Similarly, information security products can have aspects of more than one category. We can easily review its logs to verify that a deployed IDS is stopping some attacks on our network, so it has some experience characteristics. At the same time, the trade-off between Type I and Type II errors that you need to make for an IDS means that a deployed IDS is probably also missing some attacks on your network that you will never be informed of.

The fact that this rate of missed attacks may be acceptably low although we cannot actually verify it also gives IDS systems some credence characteristics. 

On the other hand, cryptographic products seem to have many characteristics of credence goods and few characteristics of other types. You certainly cannot tell before you test it that such a product will operate as advertised, so there are probably no characteristics of search goods in these products. And because it is expensive and difficult to verify that the encryption provides strong protection to information or that a digital signature is really difficult to forge, even after it is used, cryptographic products show more characteristics of credence goods instead of experience goods.

This uncertainty in quality that is characteristic of credence goods can lead to unusual results: prices that are lower than expected and are fairly uniform, even in the face of significant quality differences.

If consumers of a product cannot easily distinguish between high-quality and low-quality goods, even after they have consumed the product, we should expect that vendors cannot easily differentiate their products from competing products. In this case, we should expect prices of competing products to be roughly the same.

Consumers will not be aware of the deficiencies in low-quality products, so producers of low-quality products will tend to overcharge for them. Similarly, competitive pressures will keep down the price of high-quality products. George Akerlof first described this situation in 1970 in his classic paper 'The Market for "Lemons": Quality Uncertainty and the Market Mechanism', and eventually won the Nobel Prize for Economics in 2001 for his work in this area.

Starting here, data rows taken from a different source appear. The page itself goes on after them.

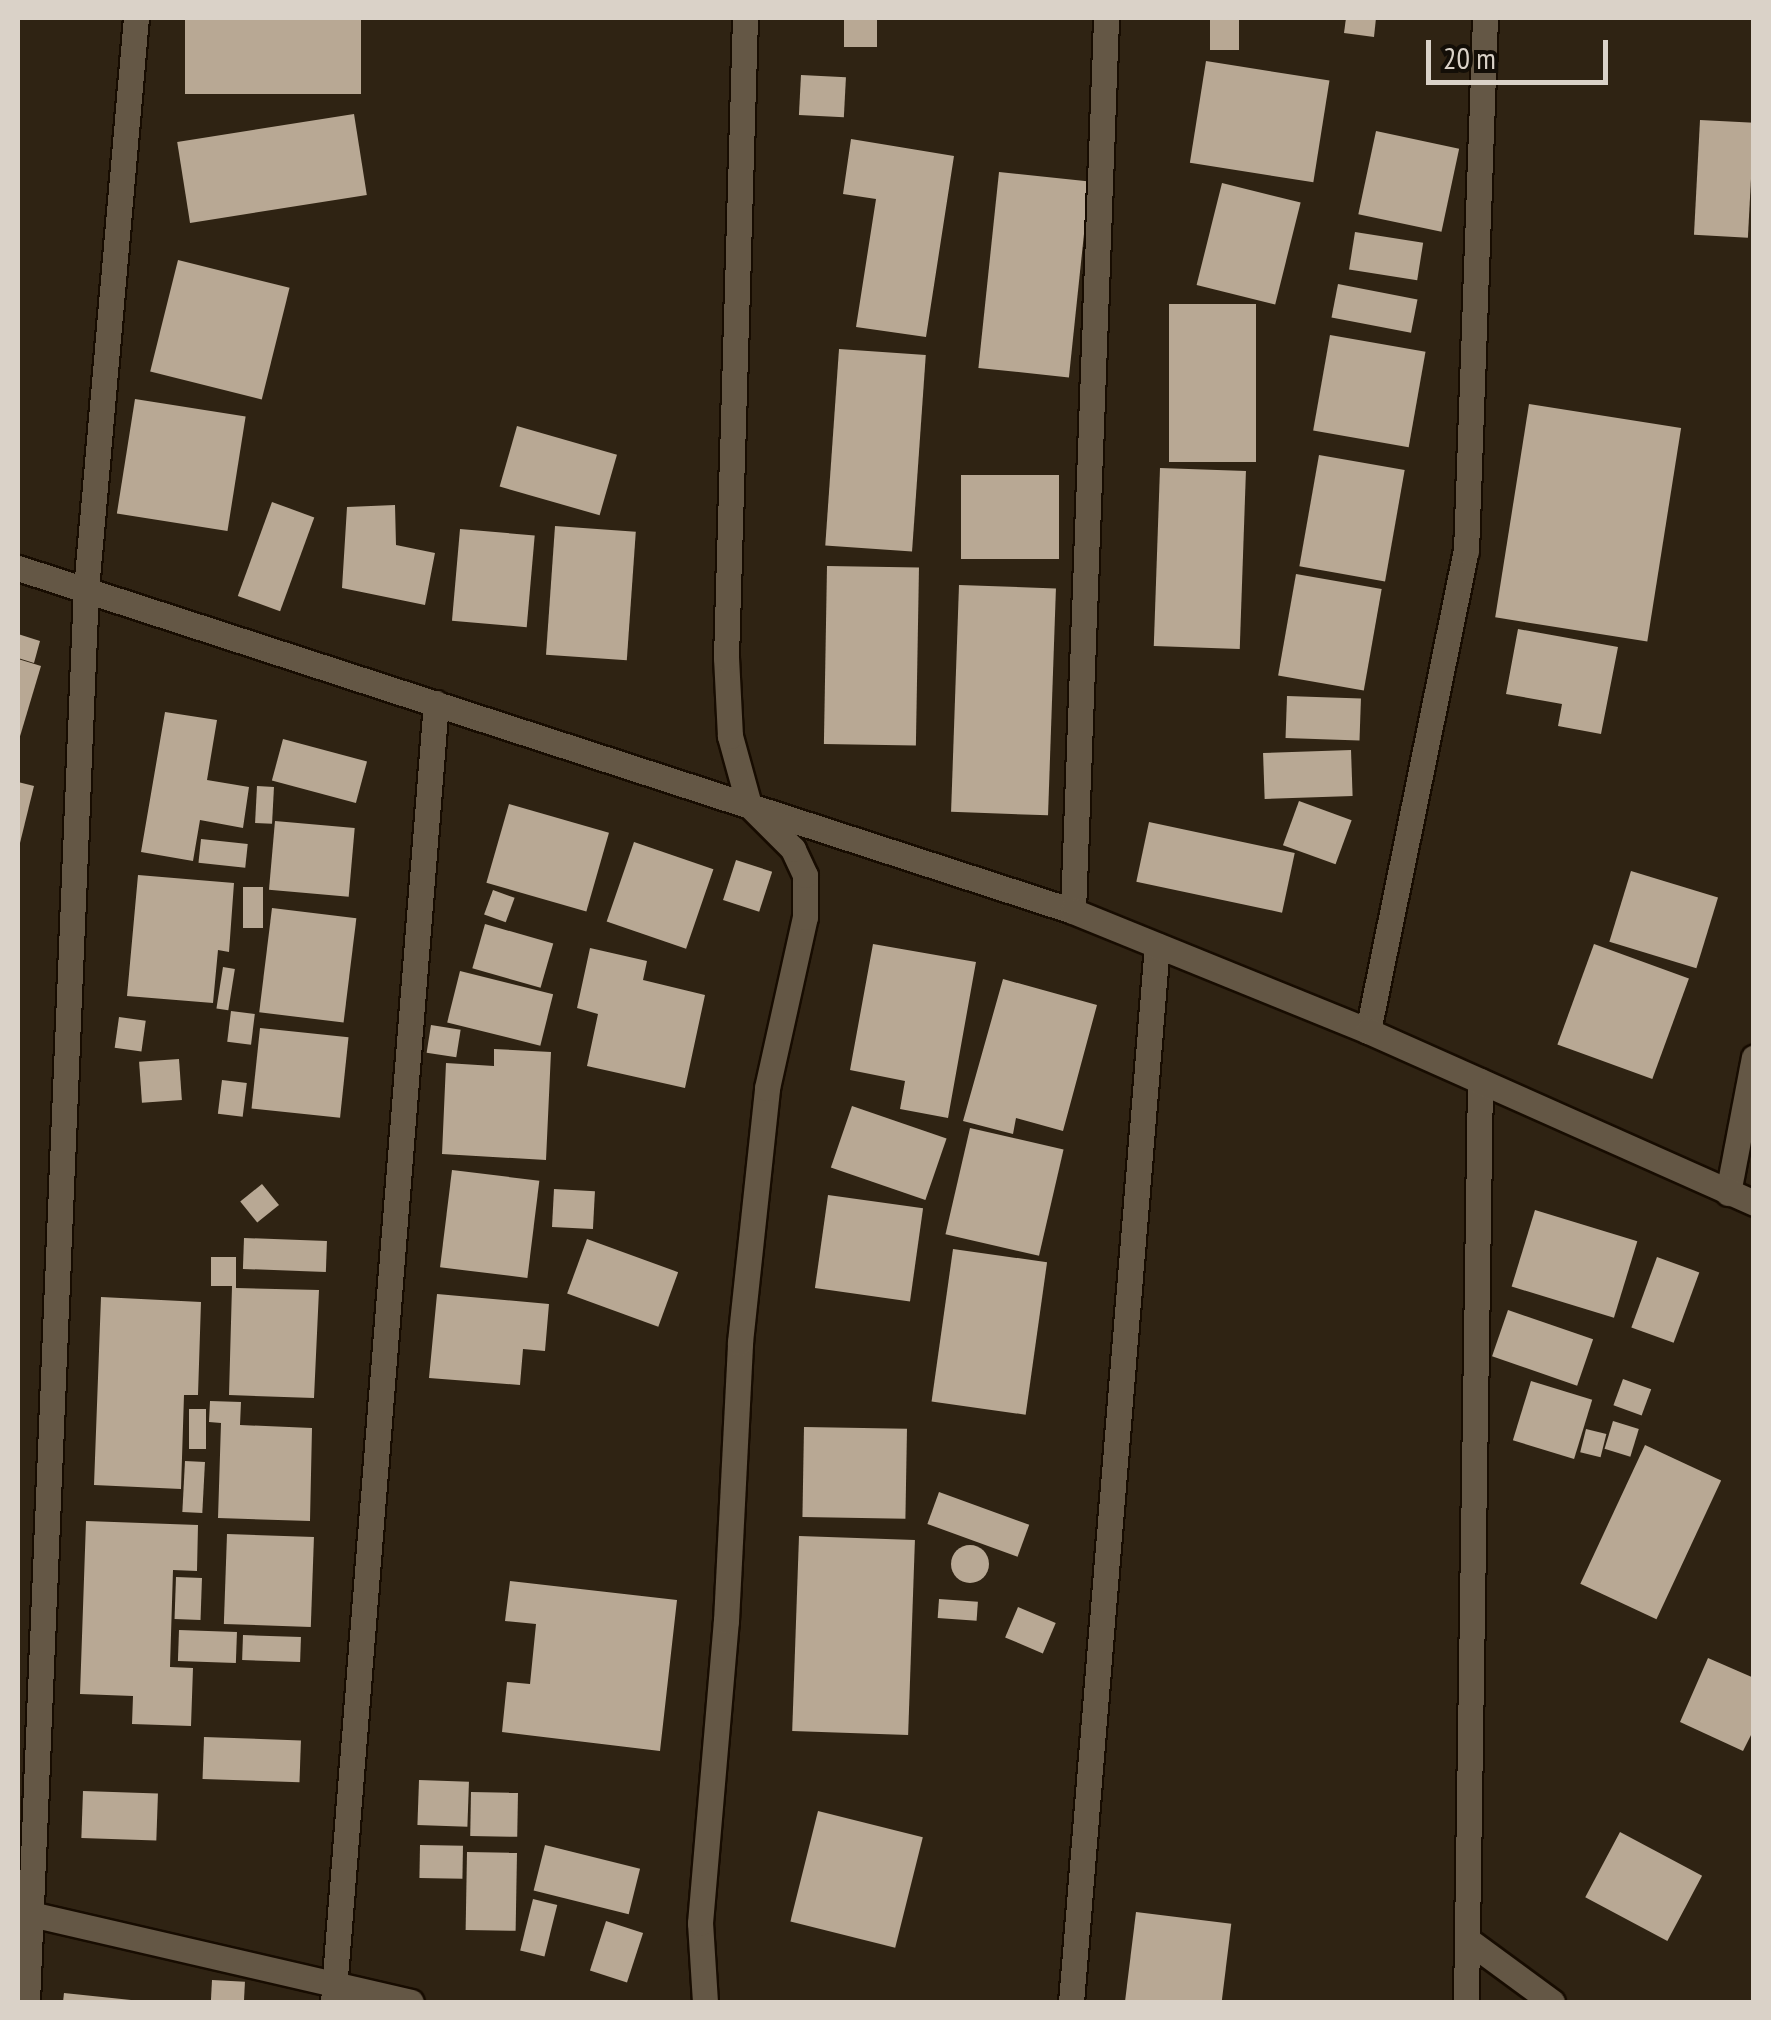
<!DOCTYPE html>
<style>
body{margin:0}
#map{position:relative;width:1771px;height:2020px;overflow:hidden;background:#2f2313;font-family:"PT Sans Narrow",sans-serif}
div>[style]{position:absolute}
[style*='--x']{left:calc(var(--x)*1px);top:calc(var(--y)*1px);width:calc(var(--w)*1px);rotate:calc(var(--a)*1deg)}
.building>*{inset:0;background:#b8a894;transform-origin:0 0}
.round{border-radius:50%}
.roads{filter:drop-shadow(2px 0 #170c01) drop-shadow(-2px 0 #170c01) drop-shadow(0 2px #170c01) drop-shadow(0 -2px #170c01)}
.minor>*{height:25px;margin:-12.5px;padding:0 12.5px;transform-origin:12.5px;border-radius:12.5px;background:#645745}
.tertiary>*{height:25px;margin:-12.5px;padding:0 12.5px;transform-origin:12.5px;border-radius:12.5px;background:#645745}
span{translate:-50% -50%;white-space:nowrap;text-align:center;line-height:1.15;-webkit-text-stroke:10px #130e07;paint-order:stroke}
.frame{position:absolute;inset:0;border:20px solid #dad2c8;pointer-events:none}
.scale{position:absolute;left:1426px;top:40px;width:182px;height:45px;box-sizing:border-box;border:5px solid #dad2c8;border-top:0;padding-left:12px;font-size:30px;line-height:35px;white-space:nowrap;color:#dad2c8;-webkit-text-stroke:8px #130e07;paint-order:stroke}
</style>
<div id="map">
<div class="building">
<div style="left:185px;top:18px;width:176px;height:76px"></div>
<div style="left:844px;top:18px;width:33px;height:29px"></div>
<div style="left:1210px;top:18px;width:29px;height:32px"></div>
<div style="clip-path:polygon(1346px 18px,1376px 18px,1374px 37px,1344px 33px)"></div>
<div style="left:1206px;top:61px;width:125px;height:103px;rotate:9deg"></div>
<div style="left:801px;top:75px;width:45px;height:40px;rotate:3deg"></div>
<div style="left:354px;top:114px;width:82px;height:179px;rotate:81deg"></div>
<div style="left:1700px;top:120px;width:54px;height:115px;rotate:3deg"></div>
<div style="left:1376px;top:131px;width:85px;height:85px;rotate:12deg"></div>
<div style="clip-path:polygon(851px 139px,954px 156px,926px 337px,856px 327px,876px 199px,843px 194px)"></div>
<div style="left:999px;top:172px;width:91px;height:197px;rotate:6deg"></div>
<div style="left:1222px;top:183px;width:81px;height:105px;rotate:14deg"></div>
<div style="left:1355px;top:232px;width:69px;height:38px;rotate:9deg"></div>
<div style="left:178px;top:260px;width:115px;height:115px;rotate:14deg"></div>
<div style="left:1338px;top:284px;width:81px;height:34px;rotate:11deg"></div>
<div style="left:1169px;top:304px;width:87px;height:158px"></div>
<div style="left:1330px;top:335px;width:97px;height:97px;rotate:10deg"></div>
<div style="left:839px;top:349px;width:87px;height:197px;rotate:4deg"></div>
<div style="left:135px;top:399px;width:112px;height:116px;rotate:9deg"></div>
<div style="left:1529px;top:404px;width:154px;height:216px;rotate:9deg"></div>
<div style="left:517px;top:426px;width:104px;height:63px;rotate:16deg"></div>
<div style="left:1319px;top:455px;width:87px;height:113px;rotate:10deg"></div>
<div style="left:1160px;top:468px;width:86px;height:178px;rotate:2deg"></div>
<div style="left:1059px;top:475px;width:84px;height:98px;rotate:90deg"></div>
<div style="left:272px;top:502px;width:45px;height:100px;rotate:20deg"></div>
<div style="clip-path:polygon(395px 505px,396px 545px,435px 553px,425px 605px,342px 588px,347px 507px)"></div>
<div style="left:555px;top:526px;width:81px;height:129px;rotate:4deg"></div>
<div style="left:460px;top:529px;width:75px;height:92px;rotate:5deg"></div>
<div style="left:827px;top:566px;width:92px;height:178px;rotate:1deg"></div>
<div style="left:1296px;top:574px;width:87px;height:103px;rotate:10deg"></div>
<div style="left:959px;top:585px;width:97px;height:227px;rotate:2deg"></div>
<div style="clip-path:polygon(1518px 629px,1618px 647px,1601px 734px,1558px 726px,1562px 704px,1506px 694px)"></div>
<div style="clip-path:polygon(18px 634px,40px 641px,34px 663px,18px 658px)"></div>
<div style="clip-path:polygon(18px 659px,41px 666px,18px 743px)"></div>
<div style="left:1287px;top:696px;width:74px;height:42px;rotate:2deg"></div>
<div style="clip-path:polygon(165px 712px,217px 720px,207px 780px,249px 787px,243px 828px,200px 820px,193px 861px,141px 852px)"></div>
<div style="left:283px;top:739px;width:87px;height:43px;rotate:15deg"></div>
<div style="left:1351px;top:750px;width:46px;height:88px;rotate:88deg"></div>
<div style="clip-path:polygon(18px 782px,34px 786px,19px 847px,18px 846px)"></div>
<div style="left:257px;top:786px;width:17px;height:37px;rotate:3deg"></div>
<div style="left:1299px;top:801px;width:56px;height:47px;rotate:20deg"></div>
<div style="left:509px;top:804px;width:104px;height:82px;rotate:16deg"></div>
<div style="left:275px;top:821px;width:80px;height:69px;rotate:5deg"></div>
<div style="left:1149px;top:822px;width:149px;height:61px;rotate:12deg"></div>
<div style="left:201px;top:839px;width:47px;height:24px;rotate:6deg"></div>
<div style="left:634px;top:842px;width:84px;height:84px;rotate:19deg"></div>
<div style="left:736px;top:860px;width:38px;height:42px;rotate:18deg"></div>
<div style="left:1631px;top:871px;width:91px;height:74px;rotate:17deg"></div>
<div style="clip-path:polygon(138px 875px,234px 883px,229px 952px,218px 950px,213px 1003px,127px 996px)"></div>
<div style="left:243px;top:887px;width:20px;height:41px"></div>
<div style="left:493px;top:890px;width:23px;height:26px;rotate:20deg"></div>
<div style="left:272px;top:908px;width:85px;height:105px;rotate:7deg"></div>
<div style="left:485px;top:924px;width:71px;height:46px;rotate:16deg"></div>
<div style="clip-path:polygon(873px 944px,976px 962px,948px 1118px,900px 1109px,905px 1081px,850px 1070px)"></div>
<div style="left:1594px;top:944px;width:101px;height:107px;rotate:20deg"></div>
<div style="clip-path:polygon(590px 948px,647px 961px,643px 980px,705px 995px,685px 1088px,587px 1066px,598px 1014px,577px 1008px)"></div>
<div style="left:223px;top:967px;width:12px;height:42px;rotate:9deg"></div>
<div style="left:460px;top:971px;width:96px;height:53px;rotate:14deg"></div>
<div style="clip-path:polygon(1003px 979px,1097px 1005px,1063px 1131px,1016px 1118px,1013px 1134px,963px 1121px)"></div>
<div style="left:231px;top:1011px;width:24px;height:31px;rotate:7deg"></div>
<div style="left:119px;top:1017px;width:27px;height:31px;rotate:8deg"></div>
<div style="left:431px;top:1025px;width:30px;height:28px;rotate:9deg"></div>
<div style="left:260px;top:1028px;width:89px;height:81px;rotate:6deg"></div>
<div style="clip-path:polygon(494px 1049px,551px 1052px,546px 1160px,442px 1154px,446px 1063px,494px 1066px)"></div>
<div style="left:179px;top:1059px;width:41px;height:40px;rotate:86deg"></div>
<div style="left:222px;top:1080px;width:25px;height:34px;rotate:7deg"></div>
<div style="left:852px;top:1106px;width:100px;height:65px;rotate:19deg"></div>
<div style="left:970px;top:1128px;width:96px;height:109px;rotate:13deg"></div>
<div style="left:452px;top:1170px;width:88px;height:98px;rotate:7deg"></div>
<div style="left:262px;top:1184px;width:27px;height:28px;rotate:51deg"></div>
<div style="left:554px;top:1189px;width:41px;height:38px;rotate:3deg"></div>
<div style="left:828px;top:1195px;width:96px;height:94px;rotate:8deg"></div>
<div style="left:1535px;top:1210px;width:107px;height:80px;rotate:17deg"></div>
<div style="left:244px;top:1238px;width:83px;height:31px;rotate:2deg"></div>
<div style="left:587px;top:1239px;width:97px;height:58px;rotate:20deg"></div>
<div style="left:953px;top:1249px;width:95px;height:154px;rotate:8deg"></div>
<div style="clip-path:polygon(211px 1257px,236px 1257px,236px 1288px,319px 1290px,314px 1398px,229px 1395px,232px 1286px,211px 1286px)"></div>
<div style="left:1657px;top:1257px;width:45px;height:75px;rotate:20deg"></div>
<div style="clip-path:polygon(437px 1294px,549px 1304px,545px 1351px,523px 1349px,520px 1385px,429px 1378px)"></div>
<div style="clip-path:polygon(101px 1297px,201px 1302px,198px 1395px,184px 1395px,181px 1489px,94px 1485px)"></div>
<div style="left:1508px;top:1310px;width:90px;height:49px;rotate:19deg"></div>
<div style="left:1623px;top:1379px;width:30px;height:28px;rotate:20deg"></div>
<div style="left:1531px;top:1381px;width:64px;height:62px;rotate:17deg"></div>
<div style="clip-path:polygon(210px 1401px,241px 1402px,240px 1425px,312px 1428px,310px 1521px,218px 1518px,221px 1423px,209px 1422px)"></div>
<div style="left:189px;top:1409px;width:17px;height:40px"></div>
<div style="left:1613px;top:1421px;width:27px;height:29px;rotate:17deg"></div>
<div style="left:804px;top:1427px;width:103px;height:90px;rotate:1deg"></div>
<div style="left:1586px;top:1429px;width:21px;height:24px;rotate:14deg"></div>
<div style="left:1645px;top:1445px;width:84px;height:153px;rotate:25deg"></div>
<div style="left:185px;top:1461px;width:20px;height:51px;rotate:3deg"></div>
<div style="left:939px;top:1492px;width:96px;height:34px;rotate:20deg"></div>
<div style="clip-path:polygon(86px 1521px,198px 1525px,197px 1571px,173px 1570px,170px 1667px,193px 1668px,191px 1726px,132px 1724px,133px 1696px,80px 1694px)"></div>
<div style="left:227px;top:1534px;width:87px;height:90px;rotate:2deg"></div>
<div style="left:799px;top:1536px;width:116px;height:195px;rotate:2deg"></div>
<div class="round" style="left:951px;top:1545px;width:38px;height:38px"></div>
<div style="left:176px;top:1577px;width:26px;height:42px;rotate:2deg"></div>
<div style="clip-path:polygon(510px 1581px,677px 1600px,660px 1751px,502px 1732px,507px 1682px,530px 1684px,536px 1624px,505px 1621px)"></div>
<div style="left:939px;top:1599px;width:39px;height:19px;rotate:4deg"></div>
<div style="left:1018px;top:1607px;width:41px;height:33px;rotate:23deg"></div>
<div style="left:179px;top:1630px;width:58px;height:31px;rotate:2deg"></div>
<div style="left:243px;top:1635px;width:58px;height:25px;rotate:2deg"></div>
<div style="clip-path:polygon(1708px 1658px,1754px 1678px,1754px 1729px,1743px 1751px,1680px 1722px)"></div>
<div style="left:204px;top:1737px;width:97px;height:42px;rotate:2deg"></div>
<div style="left:419px;top:1780px;width:50px;height:45px;rotate:2deg"></div>
<div style="left:83px;top:1791px;width:75px;height:47px;rotate:2deg"></div>
<div style="left:471px;top:1792px;width:47px;height:44px;rotate:1deg"></div>
<div style="left:818px;top:1811px;width:108px;height:114px;rotate:14deg"></div>
<div style="left:1620px;top:1832px;width:93px;height:74px;rotate:28deg"></div>
<div style="left:420px;top:1845px;width:43px;height:33px;rotate:1deg"></div>
<div style="left:545px;top:1845px;width:98px;height:47px;rotate:14deg"></div>
<div style="left:467px;top:1852px;width:50px;height:78px;rotate:1deg"></div>
<div style="left:533px;top:1899px;width:25px;height:53px;rotate:14deg"></div>
<div style="left:1136px;top:1912px;width:96px;height:91px;rotate:7deg"></div>
<div style="left:606px;top:1921px;width:39px;height:52px;rotate:18deg"></div>
<div style="left:212px;top:1980px;width:33px;height:22px;rotate:3deg"></div>
<div style="clip-path:polygon(64px 1993px,131px 2000px,131px 2002px,63px 2002px)"></div>
</div>
<div class="roads">
<div class="minor">
<div style="--x:1073;--y:911;--w:894;--a:-87.88"></div>
<div style="--x:1368;--y:1031;--w:490;--a:-78.5"></div>
<div style="--x:1466;--y:551;--w:533;--a:-87.96"></div>
<div style="--x:1728;--y:1193;--w:138;--a:-79.2"></div>
<div style="--x:22;--y:1912;--w:399;--a:13"></div>
<div style="--x:1469;--y:1941;--w:103;--a:36.3"></div>
<div style="--x:27;--y:2002;--w:1414;--a:-87.61"></div>
<div style="--x:86;--y:589;--w:573;--a:-85"></div>
<div style="--x:333;--y:2002;--w:1303;--a:-85.47"></div>
<div style="--x:705;--y:2002;--w:79;--a:-93.6"></div>
<div style="--x:700;--y:1923;--w:303;--a:-85.1"></div>
<div style="--x:726;--y:1621;--w:279;--a:-87.1"></div>
<div style="--x:740;--y:1342;--w:255;--a:-83.9"></div>
<div style="--x:767;--y:1088;--w:175;--a:-77.5"></div>
<div style="--x:805;--y:917;--w:42;--a:-90"></div>
<div style="--x:805;--y:875;--w:29;--a:-115"></div>
<div style="--x:793;--y:849;--w:62;--a:-135"></div>
<div style="--x:749;--y:805;--w:72;--a:-105.4"></div>
<div style="--x:730;--y:736;--w:78;--a:-92.9"></div>
<div style="--x:726;--y:658;--w:640;--a:-88.3"></div>
<div style="--x:1071;--y:2002;--w:1060;--a:-85.35"></div>
<div style="--x:1466;--y:2002;--w:921;--a:-89.13"></div>
</div>
<div class="tertiary">
<div style="--x:18;--y:568;--w:1109;--a:18.01"></div>
<div style="--x:1073;--y:911;--w:318;--a:22.1"></div>
<div style="--x:1368;--y:1031;--w:423;--a:24"></div>
</div>
</div>
<div class="frame"></div>
<div class="scale">20 m</div>
</div>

In the worst of these situations, the low-quality products will actually drive the high-quality products from the market as vendors of the high-quality products refuse to sell their products at the low price that the market forces upon them. Standards like Security Standards for Cryptographic Modules (FIPS 140-2) are designed to avoid such market failures and provide an indicator to customers that they are buying high-quality cryptography.

Such products are guaranteed to be the modern equivalent of snake oil made from Chinese water snakes.